Name: Nikki Lee
Concentration: Sociology and Ethnic Studies
What kind of research experiences, internships, or fellowships have you been involved with during college?
Freshman summer, I interned with the Childhood Lead Action Project, centered in Providence. Not only did I learn a lot about non-profits, public health, and the intersections of race, class, and space, but I was also partially funded through the Swearer Center‘s Off Campus Work Study Program, which gave me a livable wage for the summer. Sophomore year, I received the Mellon Mays Undergraduate Fellowship, which is allowing me to work on and produce a thesis my senior year, with the goal of eventually attending graduate school and entering the professoriate.
How have these experiences shaped your goals and plans for the future?
In regards to my freshman year internship, I became very interested in how policy (especially health policies) and activism are intertwined, which then helped me formulate my research topics later sophomore year. Since becoming involved with Mellon Mays, I have really become interested in pursuing grad school and producing more research. Ideally, I’d love to end up in academia, but that’s a long while away.

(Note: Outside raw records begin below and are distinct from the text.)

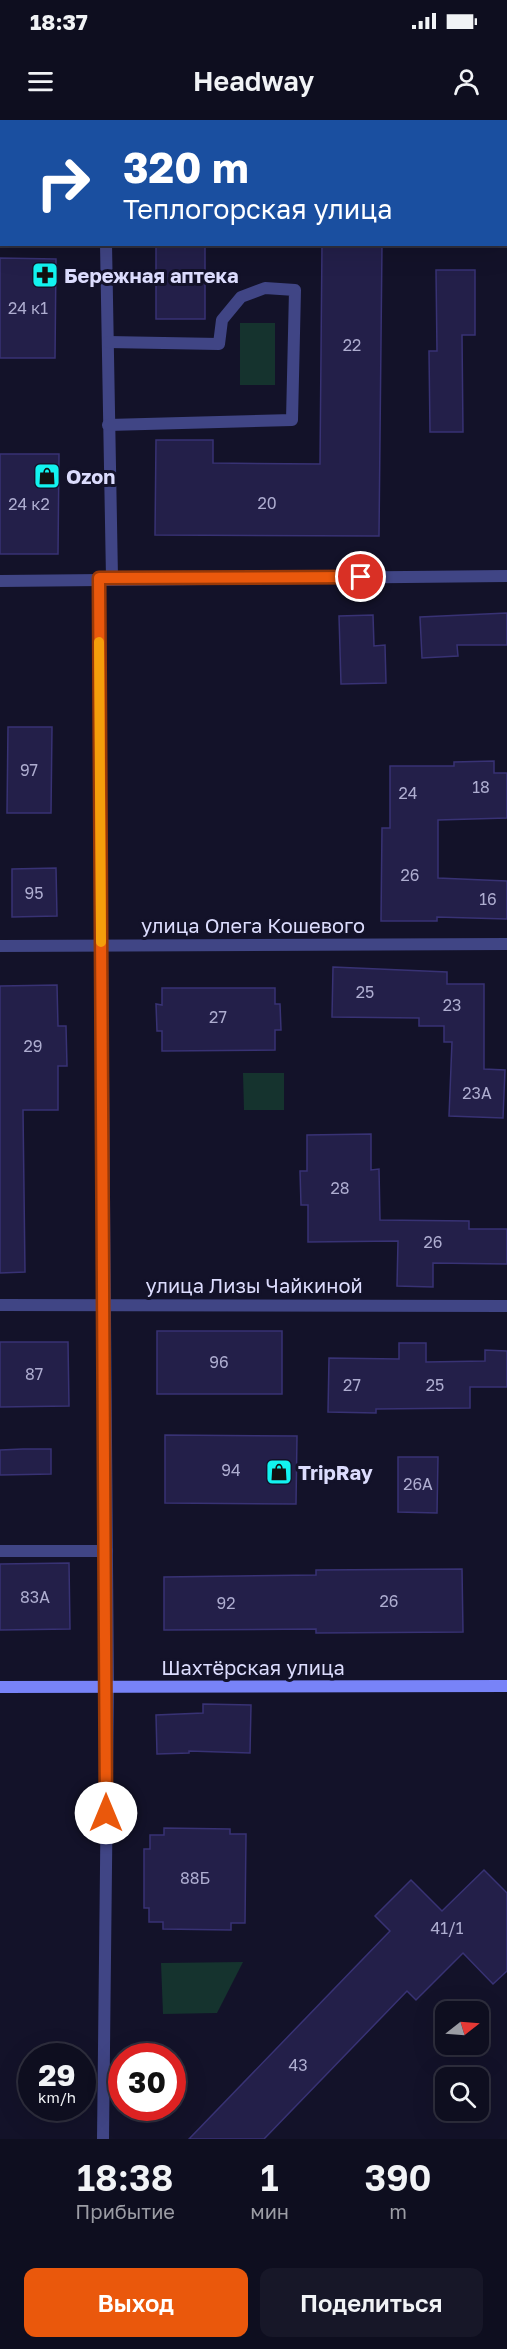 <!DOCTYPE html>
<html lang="ru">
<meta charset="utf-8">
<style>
body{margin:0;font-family:"Golos Text",sans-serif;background:#171728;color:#f1f3f6;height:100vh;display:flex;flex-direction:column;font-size:22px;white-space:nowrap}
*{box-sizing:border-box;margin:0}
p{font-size:20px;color:#9b9ca4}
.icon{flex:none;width:33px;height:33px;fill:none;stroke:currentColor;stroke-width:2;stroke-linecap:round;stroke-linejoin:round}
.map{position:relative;height:2019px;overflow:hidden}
.side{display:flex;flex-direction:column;background:#0e0e1f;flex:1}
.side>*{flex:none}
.top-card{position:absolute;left:0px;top:0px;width:507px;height:126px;box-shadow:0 6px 24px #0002,0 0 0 2px #2e2e3d;background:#1a4fa0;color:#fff;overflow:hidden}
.needle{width:39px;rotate:73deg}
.controls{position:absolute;left:435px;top:1881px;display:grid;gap:12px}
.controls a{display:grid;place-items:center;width:54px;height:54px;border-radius:12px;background:#0e0e1f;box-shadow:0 6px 24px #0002,0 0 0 2px #2e2e3d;font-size:30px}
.speed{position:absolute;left:18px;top:1923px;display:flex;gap:12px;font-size:30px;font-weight:700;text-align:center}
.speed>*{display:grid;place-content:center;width:78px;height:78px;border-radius:50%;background:#0e0e1f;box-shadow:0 6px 24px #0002,0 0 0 2px #2e2e3d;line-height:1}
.speed small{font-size:15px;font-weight:400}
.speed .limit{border:9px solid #d22;background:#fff;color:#111}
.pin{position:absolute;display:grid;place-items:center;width:51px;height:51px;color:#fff;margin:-26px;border:3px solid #fff;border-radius:50%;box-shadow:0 2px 6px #0007}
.me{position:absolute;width:66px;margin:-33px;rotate:0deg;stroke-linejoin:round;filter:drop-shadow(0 0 4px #0008)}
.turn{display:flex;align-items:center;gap:21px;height:126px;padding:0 24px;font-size:27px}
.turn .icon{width:78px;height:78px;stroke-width:2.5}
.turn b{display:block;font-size:42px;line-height:51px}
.eta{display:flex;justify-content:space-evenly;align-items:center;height:102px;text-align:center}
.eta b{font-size:36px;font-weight:600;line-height:42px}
.button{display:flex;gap:12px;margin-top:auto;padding:12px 24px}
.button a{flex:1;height:69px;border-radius:12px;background:#ea580c;color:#fff;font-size:24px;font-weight:600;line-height:69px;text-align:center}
.button a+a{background:#171728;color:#f1f3f6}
.status{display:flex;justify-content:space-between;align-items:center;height:42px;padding:0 30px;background:#0e0e1f;direction:ltr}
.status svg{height:16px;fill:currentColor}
header{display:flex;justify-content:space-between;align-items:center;height:78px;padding:0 24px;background:#0e0e1f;font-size:27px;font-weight:600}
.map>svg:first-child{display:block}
.green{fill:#15332e}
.building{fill:#231f49;stroke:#383274;stroke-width:1.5}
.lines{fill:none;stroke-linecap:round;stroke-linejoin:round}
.street{stroke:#404585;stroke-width:12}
.secondary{stroke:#7883f8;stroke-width:12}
.route-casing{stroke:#983908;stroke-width:15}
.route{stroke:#ea580c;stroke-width:10}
.slow{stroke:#f59e0b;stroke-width:10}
.labels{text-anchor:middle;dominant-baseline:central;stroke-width:6;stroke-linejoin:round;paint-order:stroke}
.number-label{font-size:16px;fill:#aeadd0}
.poi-label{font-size:20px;font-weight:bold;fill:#dcdcfd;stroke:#131229;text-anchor:start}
.street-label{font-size:20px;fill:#dcdcfd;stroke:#131229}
</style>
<div class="status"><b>18:37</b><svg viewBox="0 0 49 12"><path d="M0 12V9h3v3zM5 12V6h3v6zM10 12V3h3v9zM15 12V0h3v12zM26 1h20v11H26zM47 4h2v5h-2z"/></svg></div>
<header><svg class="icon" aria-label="menu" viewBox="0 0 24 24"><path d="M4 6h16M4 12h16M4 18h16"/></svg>Headway<svg class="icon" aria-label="person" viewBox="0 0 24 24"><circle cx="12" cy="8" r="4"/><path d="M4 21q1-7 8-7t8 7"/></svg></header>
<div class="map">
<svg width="507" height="2019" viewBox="0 0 507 2019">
<rect width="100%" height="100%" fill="#131229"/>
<!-- green -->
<g class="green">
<rect x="240" y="203" width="35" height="62"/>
<path d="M243 953H284V990H244Z"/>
<path d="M243 1842 217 1893 163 1894 161 1843Z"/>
</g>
<!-- building -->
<g class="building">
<rect x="156" y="124" width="49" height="75"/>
<path d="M322 124H382L379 416 155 415 156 320H213V343L320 344Z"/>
<path d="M0 138 56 139 55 238H0Z"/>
<path d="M436 150H475V215H462L463 312H430L429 231H437Z"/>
<path d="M0 334H59L58 434H0Z"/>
<path d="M507 493V525H457L458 536 422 538 420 497Z"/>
<path d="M373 495 374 526 385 525 386 563 341 564 339 496Z"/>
<path d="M8 607H52L51 693H7Z"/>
<path d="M494 641V653H507V698L438 700V758L507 761V799L437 797V801H381L382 708H390V646H454V642Z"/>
<path d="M56 748 57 796 12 797V749Z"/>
<path d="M333 847 447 852V864H484V949L505 950 503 998 449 996 452 922H444V906H419V898L332 897Z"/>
<path d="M57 865 58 906H66L67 946H58V990H23L25 1152 0 1153V866Z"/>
<path d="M162 868H275V884H280L281 910H275V930L162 931V911H157L156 884 162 885Z"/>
<path d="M371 1014V1050L379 1049 380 1100 469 1101V1109H507V1144L433 1143V1167L397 1166 398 1121 308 1122V1085H301L300 1051H307V1015Z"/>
<rect x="157" y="1211" width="125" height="63"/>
<path d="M0 1222H68L69 1286 0 1287Z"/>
<path d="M399 1223H426V1242L485 1241V1230L507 1231V1267H470V1288L376 1289V1293L328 1292 329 1238 399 1239Z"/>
<path d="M165 1315 297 1316 296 1384 165 1383Z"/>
<path d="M23 1329H51V1354L0 1355V1330Z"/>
<path d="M398 1337H438L437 1393 398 1392Z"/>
<path d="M69 1443 70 1509 0 1510V1444Z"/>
<path d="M462 1449 463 1512 316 1513V1509L164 1510V1457L316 1455V1450Z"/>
<path d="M203 1584 251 1585 250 1633 189 1631V1633L157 1634 156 1595 203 1593Z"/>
<path d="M164 1708 230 1709V1714H246L245 1803H231V1810L163 1809V1802H149V1788H144V1729H150V1715H164Z"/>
<path d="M484 1750 507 1773V1851L493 1864 463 1833 416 1880 407 1871 264 2019H189L390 1811 375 1796 411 1760 442 1791Z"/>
</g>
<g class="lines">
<!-- street -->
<g class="street">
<path d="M107 2V0"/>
<path d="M106 124 112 458"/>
<path d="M108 222 219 224 222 200 241 177 265 168 295 170 292 300 108 305"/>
<path d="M99 458 108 1567 103 2019"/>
<path d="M0 461 507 456"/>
<path d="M0 826 507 824"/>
<path d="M0 1185 507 1186"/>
<path d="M0 1431H107"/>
</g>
<!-- secondary -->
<path class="secondary" d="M0 1567 507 1566"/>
</g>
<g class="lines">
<defs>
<path id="route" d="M106 1693 99 458 361 457"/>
</defs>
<!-- route casing -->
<use href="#route" class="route-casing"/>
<!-- route -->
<use href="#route" class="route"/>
<!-- slow -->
<path class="slow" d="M99 522 101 822"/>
</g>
<!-- icons -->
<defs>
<symbol id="pharmacy-square" viewBox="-11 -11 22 22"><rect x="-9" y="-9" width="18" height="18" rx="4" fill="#12f3f0" stroke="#131229"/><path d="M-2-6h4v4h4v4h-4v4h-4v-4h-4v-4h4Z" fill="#111"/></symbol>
<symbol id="shop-square" viewBox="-11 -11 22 22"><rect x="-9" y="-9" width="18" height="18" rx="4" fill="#12f3f0" stroke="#131229"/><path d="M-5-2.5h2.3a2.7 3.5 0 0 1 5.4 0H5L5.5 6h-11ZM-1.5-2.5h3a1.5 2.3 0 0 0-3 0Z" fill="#111"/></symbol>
</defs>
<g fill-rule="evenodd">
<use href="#pharmacy-square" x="30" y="140" width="30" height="30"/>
<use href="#shop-square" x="32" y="341" width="30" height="30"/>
<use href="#shop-square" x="264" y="1337" width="30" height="30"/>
</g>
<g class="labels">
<!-- number labels -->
<g class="number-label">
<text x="28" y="188">24 к1</text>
<text x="352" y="225">22</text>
<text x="267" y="383">20</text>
<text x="29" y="384">24 к2</text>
<text x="29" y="650">97</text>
<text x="481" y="667">18</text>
<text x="408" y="673">24</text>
<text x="410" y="755">26</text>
<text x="34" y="773">95</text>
<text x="488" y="779">16</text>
<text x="365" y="872">25</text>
<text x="452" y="885">23</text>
<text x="218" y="897">27</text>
<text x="33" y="926">29</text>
<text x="477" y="973">23А</text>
<text x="340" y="1068">28</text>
<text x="433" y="1122">26</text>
<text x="219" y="1242">96</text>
<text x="34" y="1254">87</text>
<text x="352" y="1265">27</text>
<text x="435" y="1265">25</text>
<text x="231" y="1350">94</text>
<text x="418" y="1364">26А</text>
<text x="35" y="1477">83А</text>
<text x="389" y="1481">26</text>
<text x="226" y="1483">92</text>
<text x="195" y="1758">88Б</text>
<text x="447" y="1808">41/1</text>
<text x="298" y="1945">43</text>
</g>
<!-- poi labels -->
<g class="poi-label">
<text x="64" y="155">Бережная аптека</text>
<text x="66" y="356">Ozon</text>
<text x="298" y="1352">TripRay</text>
</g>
<!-- street labels -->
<g class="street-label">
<text x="253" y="805">улица Олега Кошевого</text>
<text x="254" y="1165">улица Лизы Чайкиной</text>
<text x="253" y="1547">Шахтёрская улица</text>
</g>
</g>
</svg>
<div class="controls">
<a><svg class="needle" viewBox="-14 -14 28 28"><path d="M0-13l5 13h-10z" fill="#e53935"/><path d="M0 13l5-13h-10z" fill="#9b9ca4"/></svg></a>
<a><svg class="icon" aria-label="search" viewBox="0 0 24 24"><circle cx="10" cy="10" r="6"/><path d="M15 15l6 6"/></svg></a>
</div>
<div class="speed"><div>29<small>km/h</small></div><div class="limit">30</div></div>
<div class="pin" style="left:361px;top:457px;background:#d93025"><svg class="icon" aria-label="arrive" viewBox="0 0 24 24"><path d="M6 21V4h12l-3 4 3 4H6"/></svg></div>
<svg class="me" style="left:106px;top:1693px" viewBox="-20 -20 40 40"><circle r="19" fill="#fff"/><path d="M0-13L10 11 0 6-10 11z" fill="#ea580c"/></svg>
<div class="top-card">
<div class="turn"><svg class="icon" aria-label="right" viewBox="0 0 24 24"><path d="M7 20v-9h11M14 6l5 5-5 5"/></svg><div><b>320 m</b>Теплогорская улица</div></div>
</div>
</div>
<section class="side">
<div class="eta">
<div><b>18:38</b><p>Прибытие</p></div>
<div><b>1</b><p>мин</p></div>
<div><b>390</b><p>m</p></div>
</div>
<div class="button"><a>Выход</a><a>Поделиться</a></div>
</section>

What was your favorite part of or an interesting story about a research experience, internship, or fellowship you participated in?
Mellon Mays provides an incredibly supportive space for research to blossom and grow. I recently went to the Northeast Mellon Mays Conference and listened to several folks discuss their research, as well as discussing my research. It was amazing to see the types of research Mellon Fellows are producing across the country, and it was so affirming to hear people’s comments on my own ideas for research.
Do you have any advice for students looking to potentially pursue opportunities similar to what you’ve pursued?
Talk to your professors and advisors! And if your advisors aren’t willing to listen to you ramble about your aspirations/ideas, look for adults who will listen (and try to get a new advisor!). And if you see folks at Brown doing cool stuff, try to ask them about it. For me, two of my rugby teammates were Mellon Mays Fellows before me, so I learned about the opportunity from them. I then spoke to a couple of professors about my ideas and then decided to apply (also with a lot of help from upperclassmen and professors). I asked for help every step of the way. I guess the gist of it really is, don’t be afraid to ask for help or advice, because there are so many people at Brown who want to see you succeed, whatever that looks like for you. A lot of us at Brown are used to being independent, but learning to ask for help and ask questions has helped me so much here at Brown, especially in terms of fellowships and such.